The readings for today’s Mass were: 

Reading 1 gal 5:18-25

Brothers and sisters:
If you are guided by the Spirit, you are not under the law.
Now the works of the flesh are obvious:
immorality, impurity, licentiousness, idolatry,
sorcery, hatreds, rivalry, jealousy,
outbursts of fury, acts of selfishness,
dissensions, factions, occasions of envy,
drinking bouts, orgies, and the like.
I warn you, as I warned you before,
that those who do such things will not inherit the Kingdom of God.
In contrast, the fruit of the Spirit is love, joy, peace,
patience, kindness, generosity,
faithfulness, gentleness, self-control.
Against such there is no law.
Now those who belong to Christ Jesus have crucified their flesh
with its passions and desires.
If we live in the Spirit, let us also follow the Spirit.
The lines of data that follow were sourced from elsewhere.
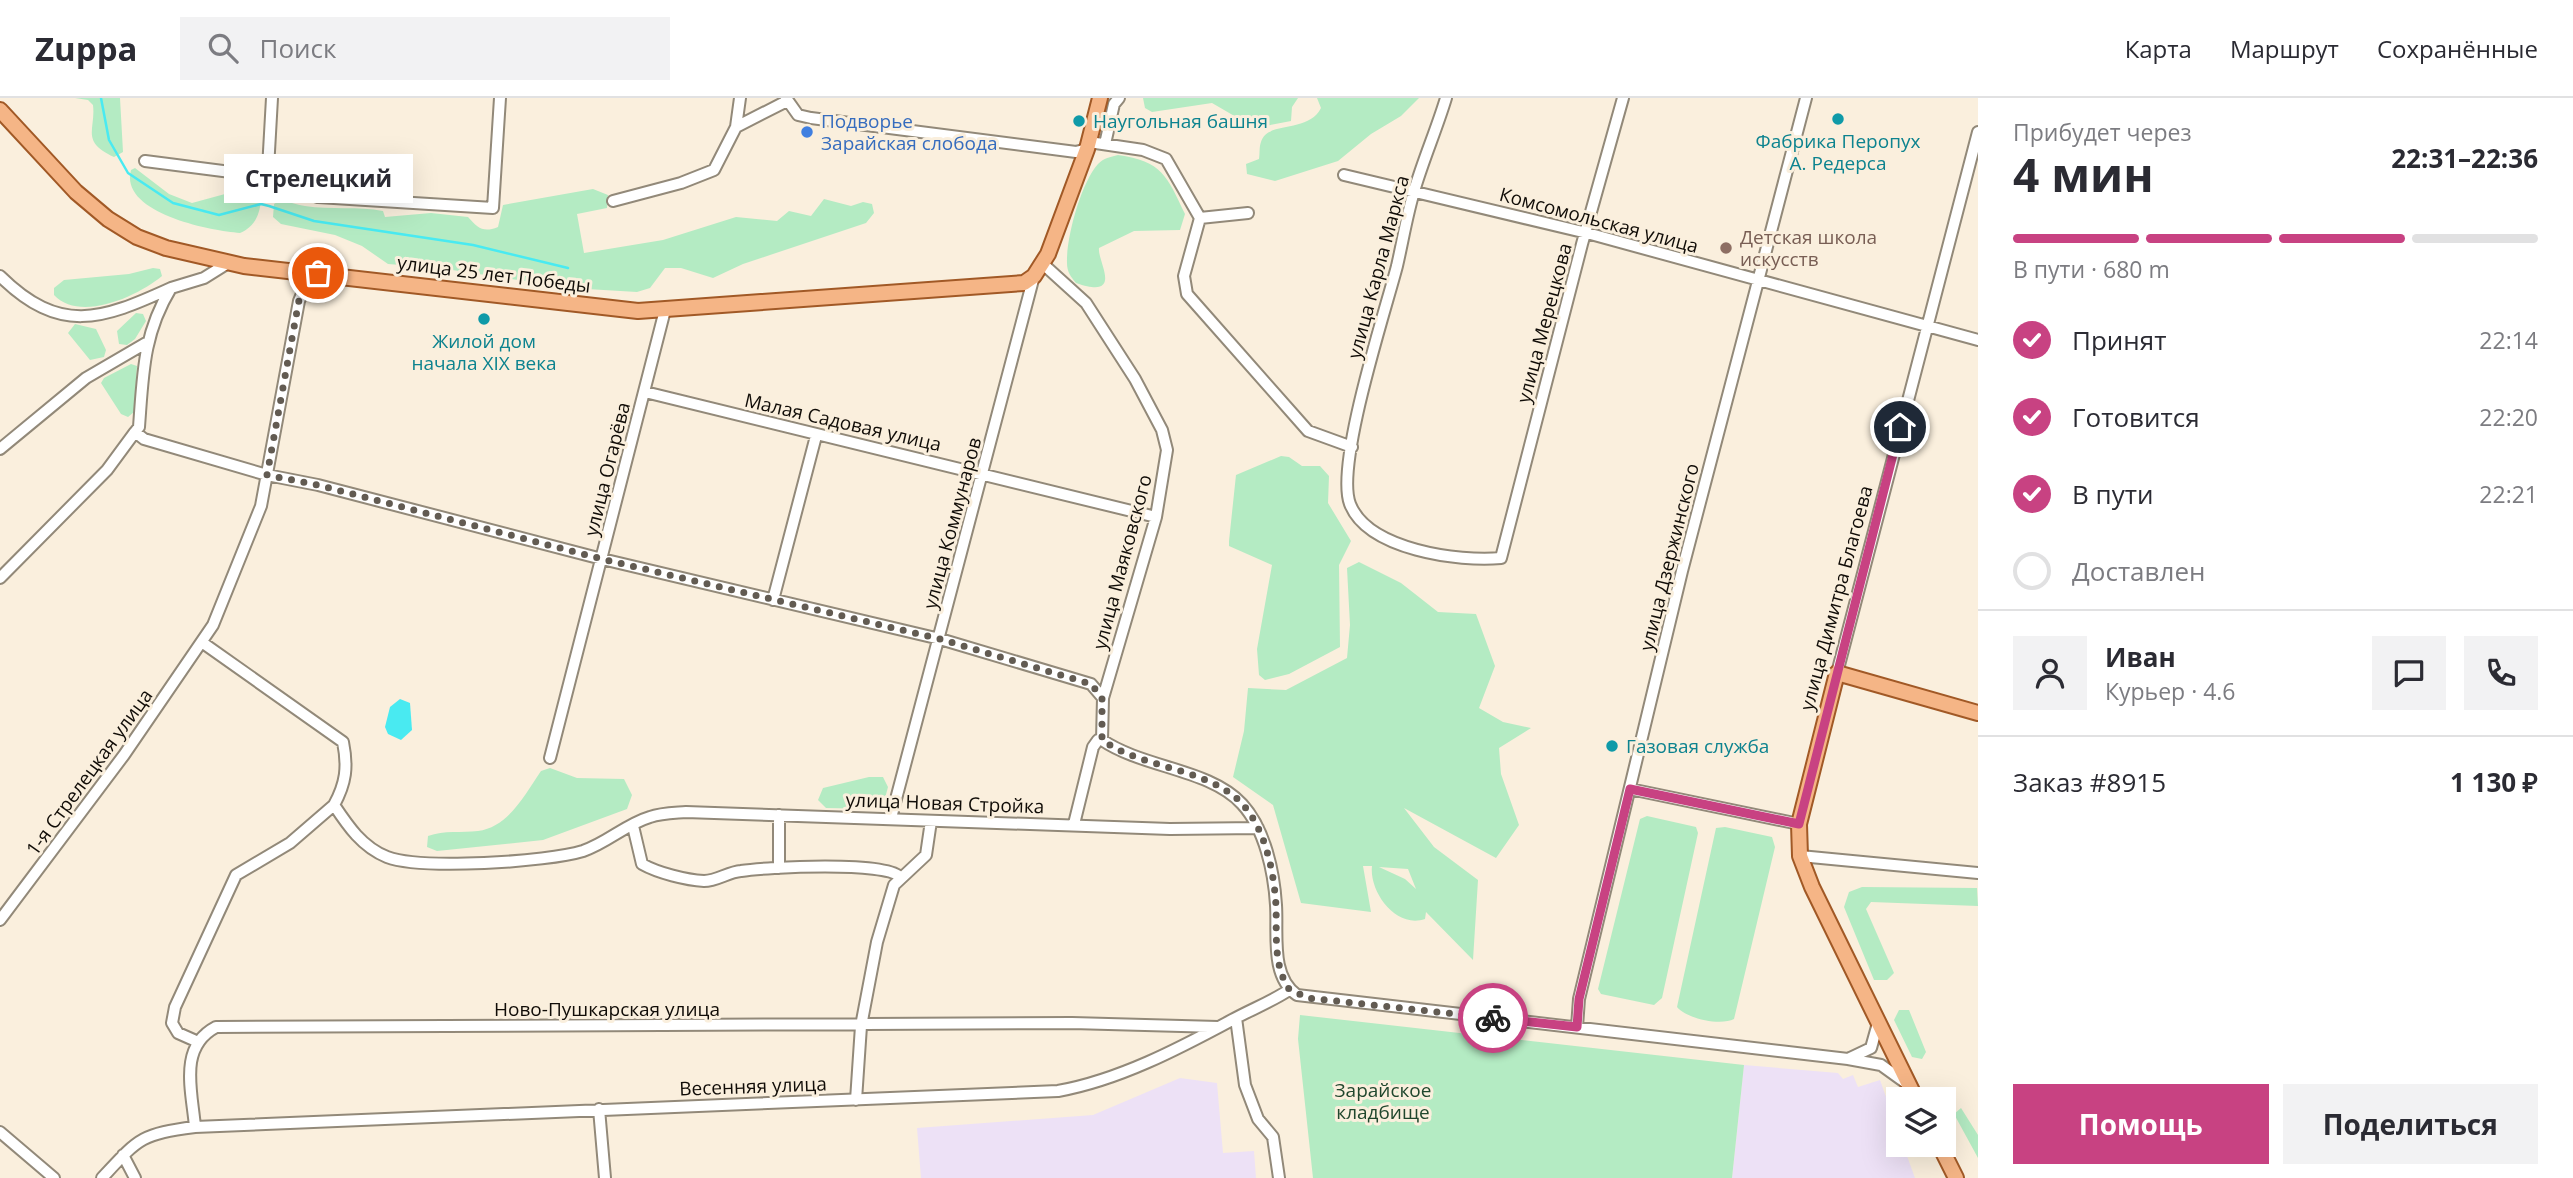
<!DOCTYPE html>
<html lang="ru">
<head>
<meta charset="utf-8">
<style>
	:root { --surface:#fff; --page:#f2f2f3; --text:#2b2b33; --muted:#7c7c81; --line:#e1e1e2; --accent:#c84282 }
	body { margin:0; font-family:"Open Sans",sans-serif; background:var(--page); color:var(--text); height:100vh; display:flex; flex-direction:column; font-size:26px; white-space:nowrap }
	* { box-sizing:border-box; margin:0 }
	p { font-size:23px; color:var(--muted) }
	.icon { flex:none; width:38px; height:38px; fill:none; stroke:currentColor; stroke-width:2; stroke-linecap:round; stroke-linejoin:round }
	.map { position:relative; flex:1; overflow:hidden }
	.side { display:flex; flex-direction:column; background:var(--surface); width:595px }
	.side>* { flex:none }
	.fabs { position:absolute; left:1886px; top:989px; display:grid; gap:14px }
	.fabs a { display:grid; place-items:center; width:70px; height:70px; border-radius:0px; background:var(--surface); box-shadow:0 7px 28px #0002; font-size:35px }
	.pin { position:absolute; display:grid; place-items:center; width:60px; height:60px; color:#fff; margin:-30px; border:4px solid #fff; border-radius:50%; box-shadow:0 2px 7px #0007 }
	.courier { position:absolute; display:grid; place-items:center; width:70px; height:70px; margin:-35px; border:5px solid #c84282; border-radius:50%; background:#fff; color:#222; box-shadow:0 2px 9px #0007 }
	.bubble { position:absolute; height:49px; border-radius:0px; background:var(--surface); box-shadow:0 7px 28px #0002; font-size:23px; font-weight:700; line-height:49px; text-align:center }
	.summary em { font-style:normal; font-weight:700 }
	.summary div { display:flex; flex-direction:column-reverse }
	.summary { display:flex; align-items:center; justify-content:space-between; height:119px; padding:0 35px }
	h1 { font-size:46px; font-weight:700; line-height:52px }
	.bar { display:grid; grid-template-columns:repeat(4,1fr); gap:10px 7px; align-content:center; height:84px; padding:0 35px }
	.bar i { height:9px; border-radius:5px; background:var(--line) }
	.bar .selected { background:var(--accent) }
	.bar p { grid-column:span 4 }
	.line { display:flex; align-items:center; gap:18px; padding:0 35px; border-top:2px solid var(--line) }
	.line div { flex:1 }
	.round { display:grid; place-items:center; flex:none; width:74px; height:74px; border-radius:0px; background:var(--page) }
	ol { padding:0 35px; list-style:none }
	li { display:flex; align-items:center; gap:21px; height:77px }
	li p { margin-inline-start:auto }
	li .icon { padding:7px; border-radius:50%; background:var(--accent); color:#fff; stroke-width:4 }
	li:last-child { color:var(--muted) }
	li i { width:38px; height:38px; border:4px solid var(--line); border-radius:50% }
	.cta { display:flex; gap:14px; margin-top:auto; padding:14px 35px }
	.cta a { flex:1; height:80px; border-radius:0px; background:var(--accent); color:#fff; font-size:28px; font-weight:700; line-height:80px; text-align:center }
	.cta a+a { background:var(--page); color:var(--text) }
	header { display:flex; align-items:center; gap:42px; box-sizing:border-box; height:98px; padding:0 35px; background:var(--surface); border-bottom:2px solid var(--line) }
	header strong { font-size:33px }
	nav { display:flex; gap:38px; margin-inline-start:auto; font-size:24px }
	.search { width:490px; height:63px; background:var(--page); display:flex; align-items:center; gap:18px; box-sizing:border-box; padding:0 24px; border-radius:0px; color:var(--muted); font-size:26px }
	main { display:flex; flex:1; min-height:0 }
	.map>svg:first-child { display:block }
	.industrial { fill:#ede1f6 }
	.green { fill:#b4ebc3; fill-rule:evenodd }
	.water { fill:#49eaf1 }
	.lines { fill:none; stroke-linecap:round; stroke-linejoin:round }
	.stream { stroke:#49eaf1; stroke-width:2.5 }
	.minor-casing { stroke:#928979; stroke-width:14 }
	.major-casing { stroke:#a15926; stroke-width:18 }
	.minor { stroke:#fff; stroke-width:10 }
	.major { stroke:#f5b586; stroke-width:14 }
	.done { stroke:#625b52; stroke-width:7; stroke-dasharray:0 12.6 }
	.route { stroke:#c84282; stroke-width:9 }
	.culture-dot { fill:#0f9aa8; stroke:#faefdd; stroke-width:2.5 }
	.shop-dot { fill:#3f7fe0; stroke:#faefdd; stroke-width:2.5 }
	.education-dot { fill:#8d6e63; stroke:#faefdd; stroke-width:2.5 }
	.labels { text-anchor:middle; stroke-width:6; stroke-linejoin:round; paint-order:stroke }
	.shop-label { font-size:19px; fill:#366cbe; stroke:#faefdd; text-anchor:start }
	.culture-label { font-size:19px; fill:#0d838f; stroke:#faefdd; text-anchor:start }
	.street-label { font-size:19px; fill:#100c07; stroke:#faefdd }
	.education-label { font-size:19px; fill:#785e54; stroke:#faefdd; text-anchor:start }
	.park-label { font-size:19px; fill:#20472d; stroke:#faefdd }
</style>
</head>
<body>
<header>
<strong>Zuppa</strong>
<div class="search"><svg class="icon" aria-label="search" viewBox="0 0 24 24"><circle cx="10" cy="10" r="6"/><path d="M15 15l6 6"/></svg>Поиск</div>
<nav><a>Карта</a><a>Маршрут</a><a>Сохранённые</a></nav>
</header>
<main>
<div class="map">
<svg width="1978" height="1080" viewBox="0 0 1978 1080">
	<rect width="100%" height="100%" fill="#faefdd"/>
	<!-- industrial -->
	<path class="industrial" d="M1744 967 1838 975 1843 981 1853 977 1858 989 1880 982 1899 1036V1046L1903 1047 1915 1080H1732Z
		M1180 980 1217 985 1223 1055 1254 1053 1256 1080H921L917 1030 1093 1017Z"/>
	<!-- green -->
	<path class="green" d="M75 0H120L123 54 114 59C80 43 96 32 93 7L88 2Z
		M1143 0H1298L1292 9 1291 23 1255 30 1212 5 1152 14 1145 10Z
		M1317 0H1419L1401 18 1371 36 1338 63 1275 83 1247 76 1246 66 1259 61C1260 55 1259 49 1261 44 1267 22 1308 36 1321 10Z
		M1118 57C1162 63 1167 78 1185 116L1180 132 1134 133 1099 150C1097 163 1125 202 1076 185 1071 179 1067 174 1067 165 1066 140 1081 85 1098 66 1104 60 1110 59 1118 57Z
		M135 70 169 96 192 105 225 96 258 99 261 103C259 118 255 128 240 135 210 133 119 115 131 72Z
		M593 91 608 97 607 110 577 116 584 155 663 142 736 119 777 123 789 113 811 118 824 101 851 108 863 104 872 106 874 115 866 125 743 166 713 180 681 170H665L650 190 637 194 570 190 439 170 388 166 362 148 335 137 281 126 273 119 274 106C283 100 295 107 305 108 331 112 358 108 383 113L385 119 431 115 468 119C478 130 483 135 498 129L503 107Z
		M153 170 160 171 162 178C138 198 80 225 54 197V190L64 182 129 176Z
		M136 215 143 216 146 223 135 241 127 247 119 246 117 233Z
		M75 226 96 231 106 252 104 259 90 262 68 235Z
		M131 266 137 268 134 314 128 319 121 316 101 285 104 280Z
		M1281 358 1289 359 1302 368H1320L1329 378 1328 405 1351 443 1339 467 1340 549 1289 576 1265 582 1259 577 1257 551 1272 467 1229 448V443L1236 377Z
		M1359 464 1401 485 1438 514 1476 516 1495 568 1479 610 1503 624 1531 630 1499 650 1501 676 1519 727 1496 760 1404 710 1434 749 1478 782 1473 862 1426 814 1425 821C1395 831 1369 793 1372 768H1363L1371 814 1301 805 1273 707 1233 679 1244 633 1248 590 1286 592 1347 560 1350 527 1347 470ZM1379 769 1408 771 1416 791 1405 781Z
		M550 670 577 680 624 681 632 697 627 711 543 742 437 753 427 749 428 738C444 732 462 735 478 733 509 729 525 696 541 673Z
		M869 679H883L888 689 884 704 875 711 826 710 818 702 823 690Z
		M1647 718 1696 729 1698 735 1662 900 1654 907 1601 896 1598 891 1640 721Z
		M1725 729 1772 739 1775 749 1734 921C1721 928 1687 921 1677 909L1716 730Z
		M1862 789 1977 790 1978 808 1871 804 1866 811 1894 875 1887 882H1874L1844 809 1849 794Z
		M1899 912H1909L1926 954 1922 961 1912 959 1894 922Z
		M1300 917 1744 967 1732 1080H1313L1298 941Z
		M1961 1010 1978 1037V1060L1954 1016Z"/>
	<!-- water -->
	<path class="water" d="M400 601 410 605 412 632 401 642 388 636 385 629 390 609Z"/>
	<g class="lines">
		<!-- stream -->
		<path class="stream" d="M101 0 109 42 128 75 173 105 219 117 261 106 269 108 314 123 473 147 568 170"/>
		<defs>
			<path id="minor" d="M272 0 268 71 275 85 318 99 493 110 500 0
				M786 0 798 17 811 20 1076 54 1087 51
				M1446 0C1437 30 1424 60 1415 90 1407 116 1403 142 1397 168 1385 214 1335 367 1350 406 1368 452 1459 464 1501 460L1582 146 1623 0
				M736 29 740 0
				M1089 44 1143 52 1166 61 1200 120
				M1105 46 1114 6 1119 0
				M145 63 254 77 268 67
				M1344 77 1587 135 1978 242
				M613 103 681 85 714 72 736 29 787 3
				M1200 120 1184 178 1187 196 1308 333 1352 349
				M1200 120 1248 115
				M1043 166 1086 205 1135 281 1162 332 1167 352 1156 419 1103 600
				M0 178C60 237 101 222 171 190
				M645 294 1156 419
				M135 334 144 341 267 377 318 387 602 461 940 541 1091 586 1103 600 1102 642C1143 670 1210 671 1242 706 1265 731 1274 774 1276 807 1278 836 1270 878 1297 897L1848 961 1881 967 1906 985
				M0 351 86 280 146 245
				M0 480 107 372 135 334 139 329C143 276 143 236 171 190L204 180 228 165
				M773 502 816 338
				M203 545 343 644C348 669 346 685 334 707
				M1837 575 1978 34
				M550 660 665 212
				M1630 691 1799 726
				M334 707C348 728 362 749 387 759 421 772 547 764 583 753 607 745 626 726 650 719 661 715 674 715 686 714L1170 731 1258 730
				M779 717V770
				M891 720 1034 178
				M1074 726 1093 649 1098 642H1102
				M633 728 642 766C658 775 686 782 704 783 717 783 728 774 741 773 766 769 887 763 900 779
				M1800 758 1978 775
				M0 822 124 657 213 527 261 408 299 203 311 175
				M1236 920 1245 987 1258 1021 1273 1039 1279 1080
				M1577 929 1579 901 1682 473 1806 0
				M196 943 178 935 172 925 175 909 236 777 290 745 334 707
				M1850 960 1871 950 1878 925
				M856 1002 861 928 877 844 894 787 926 757 931 723
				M599 1011 605 1080
				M195 1029C192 993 178 949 216 929L1072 925 1218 929
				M0 1034 54 1080
				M123 1057 135 1080
				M102 1080C139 1040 141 1036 195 1029L1058 993C1119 982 1178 951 1232 922 1252 911 1271 904 1289 892"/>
			<path id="major" d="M0 12 76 94 108 121 137 139 166 150 244 168 638 213 1024 185 1034 178 1048 156 1087 51 1100 0
				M1916 1001 1812 789 1800 758 1799 726 1837 575 1978 615
				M1939 1046 1956 1080"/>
		</defs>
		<!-- minor casing -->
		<use href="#minor" class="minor-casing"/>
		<!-- major casing -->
		<use href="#major" class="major-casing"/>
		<!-- minor -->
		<use href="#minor" class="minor"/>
		<!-- major -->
		<use href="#major" class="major"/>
	</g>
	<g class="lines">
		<!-- done -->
		<path class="done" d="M318 175H311L299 202 267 377 318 387 602 461 940 541 1091 586 1102 600V642C1142 670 1198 669 1235 699 1264 723 1274 772 1276 808 1277 836 1273 867 1289 891L1308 900 1493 920"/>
		<!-- route -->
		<path class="route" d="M1493 920 1577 929 1579 901 1630 691 1799 726 1900 329"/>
	</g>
	<!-- markers -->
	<g class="culture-dot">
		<circle cx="1838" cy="21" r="7"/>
		<circle cx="1079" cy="23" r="7"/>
		<circle cx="484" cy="221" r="7"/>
		<circle cx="1612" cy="648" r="7"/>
	</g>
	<circle class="shop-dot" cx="807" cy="34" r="7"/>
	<circle class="education-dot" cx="1726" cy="150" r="7"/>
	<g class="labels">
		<!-- shop labels -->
		<g class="shop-label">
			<text x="821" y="30">Подворье<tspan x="821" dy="22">Зарайская слобода</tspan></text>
		</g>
		<!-- culture labels -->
		<g class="culture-label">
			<text x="1093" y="30">Наугольная башня</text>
			<text x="1838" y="50" text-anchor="middle">Фабрика Перопух<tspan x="1838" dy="22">А. Редерса</tspan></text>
			<text x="484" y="250" text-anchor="middle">Жилой дом<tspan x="484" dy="22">начала XIX века</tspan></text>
			<text x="1626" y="655">Газовая служба</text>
		</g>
		<!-- street labels -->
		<g class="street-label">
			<text transform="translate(1599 122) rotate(15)" y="7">Комсомольская улица</text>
			<text transform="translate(1378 169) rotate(-75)" y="7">улица Карла Маркса</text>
			<text transform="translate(494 176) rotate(7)" y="7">улица 25 лет Победы</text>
			<text transform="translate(1544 225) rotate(-75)" y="7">улица Мерецкова</text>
			<text transform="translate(843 324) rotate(13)" y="7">Малая Садовая улица</text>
			<text transform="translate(607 371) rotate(-76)" y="7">улица Огарёва</text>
			<text transform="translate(952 425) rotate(-75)" y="7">улица Коммунаров</text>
			<text transform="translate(1669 459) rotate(-76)" y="7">улица Дзержинского</text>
			<text transform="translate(1122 464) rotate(-75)" y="7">улица Маяковского</text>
			<text transform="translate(1836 500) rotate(-75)" y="7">улица Димитра Благоева</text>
			<text transform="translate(89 674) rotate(-54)" y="7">1-я Стрелецкая улица</text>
			<text transform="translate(945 705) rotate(2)" y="7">улица Новая Стройка</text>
			<text x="607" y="918">Ново-Пушкарская улица</text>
			<text transform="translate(753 988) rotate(-2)" y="7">Весенняя улица</text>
		</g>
		<!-- education labels -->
		<g class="education-label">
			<text x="1740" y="146">Детская школа<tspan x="1740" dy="22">искусств</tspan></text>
		</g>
		<!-- park labels -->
		<g class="park-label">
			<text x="1383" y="999">Зарайское<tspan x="1383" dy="22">кладбище</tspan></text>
		</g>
	</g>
</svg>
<div class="fabs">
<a><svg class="icon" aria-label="layers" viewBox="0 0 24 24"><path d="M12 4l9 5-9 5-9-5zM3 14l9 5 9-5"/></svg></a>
</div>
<div class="pin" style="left:318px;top:175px;background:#ea580c"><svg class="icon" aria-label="bag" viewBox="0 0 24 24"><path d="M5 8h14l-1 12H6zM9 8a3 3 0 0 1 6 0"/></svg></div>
<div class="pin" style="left:1900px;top:329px;background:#1f2937"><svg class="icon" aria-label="home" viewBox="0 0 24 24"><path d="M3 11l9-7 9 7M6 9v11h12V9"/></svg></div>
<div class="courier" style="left:1493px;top:920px"><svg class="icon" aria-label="bike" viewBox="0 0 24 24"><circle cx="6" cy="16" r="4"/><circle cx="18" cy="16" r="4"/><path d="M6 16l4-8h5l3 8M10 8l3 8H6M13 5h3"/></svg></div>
<div class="bubble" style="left:224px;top:56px;width:189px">Стрелецкий</div>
</div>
<section class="side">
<div class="summary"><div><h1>4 мин</h1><p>Прибудет через</p></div><em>22:31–22:36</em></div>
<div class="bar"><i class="selected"></i><i class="selected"></i><i class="selected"></i><i></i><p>В пути · 680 m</p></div>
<ol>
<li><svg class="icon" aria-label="check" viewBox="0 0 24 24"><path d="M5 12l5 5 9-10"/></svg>Принят<p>22:14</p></li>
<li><svg class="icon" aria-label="check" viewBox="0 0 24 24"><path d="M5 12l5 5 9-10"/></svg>Готовится<p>22:20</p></li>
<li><svg class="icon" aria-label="check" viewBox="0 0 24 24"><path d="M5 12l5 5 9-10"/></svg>В пути<p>22:21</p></li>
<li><i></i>Доставлен</li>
</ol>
<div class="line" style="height:126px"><a class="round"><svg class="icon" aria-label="person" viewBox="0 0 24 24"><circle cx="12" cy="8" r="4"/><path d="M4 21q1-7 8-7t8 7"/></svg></a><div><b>Иван</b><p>Курьер · 4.6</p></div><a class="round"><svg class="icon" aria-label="chat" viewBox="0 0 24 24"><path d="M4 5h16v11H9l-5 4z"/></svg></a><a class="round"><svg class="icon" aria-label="phone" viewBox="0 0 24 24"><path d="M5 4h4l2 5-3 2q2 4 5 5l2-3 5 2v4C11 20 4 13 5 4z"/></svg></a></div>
<div class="line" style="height:91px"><div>Заказ #8915</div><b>1 130 ₽</b></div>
<div class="cta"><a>Помощь</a><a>Поделиться</a></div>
</section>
</main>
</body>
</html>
Responsorial Psalm ps 1:1-2, 3, 4 and 6

R. (see Jn 8:12) Those who follow you, Lord, will have the light of life.
Blessed the man who follows not
the counsel of the wicked
Nor walks in the way of sinners,
nor sits in the company of the insolent,
But delights in the law of the LORD
and meditates on his law day and night.
R. Those who follow you, Lord, will have the light of life.
He is like a tree
planted near running water,
That yields its fruit in due season,
and whose leaves never fade.
Whatever he does, prospers.
R. Those who follow you, Lord, will have the light of life.
Not so the wicked, not so;
they are like chaff which the wind drives away.
For the LORD watches over the way of the just,
but the way of the wicked vanishes.
R. Those who follow you, Lord, will have the light of life.

Gospel lk 11:42-46

The Lord said:
“Woe to you Pharisees!
You pay tithes of mint and of rue and of every garden herb,
but you pay no attention to judgment and to love for God.
These you should have done, without overlooking the others.
Woe to you Pharisees!
You love the seat of honor in synagogues
and greetings in marketplaces.
Woe to you!
You are like unseen graves over which people unknowingly walk.”Then one of the scholars of the law said to him in reply,
“Teacher, by saying this you are insulting us too.”
And he said, “Woe also to you scholars of the law!
You impose on people burdens hard to carry,
but you yourselves do not lift one finger to touch them.”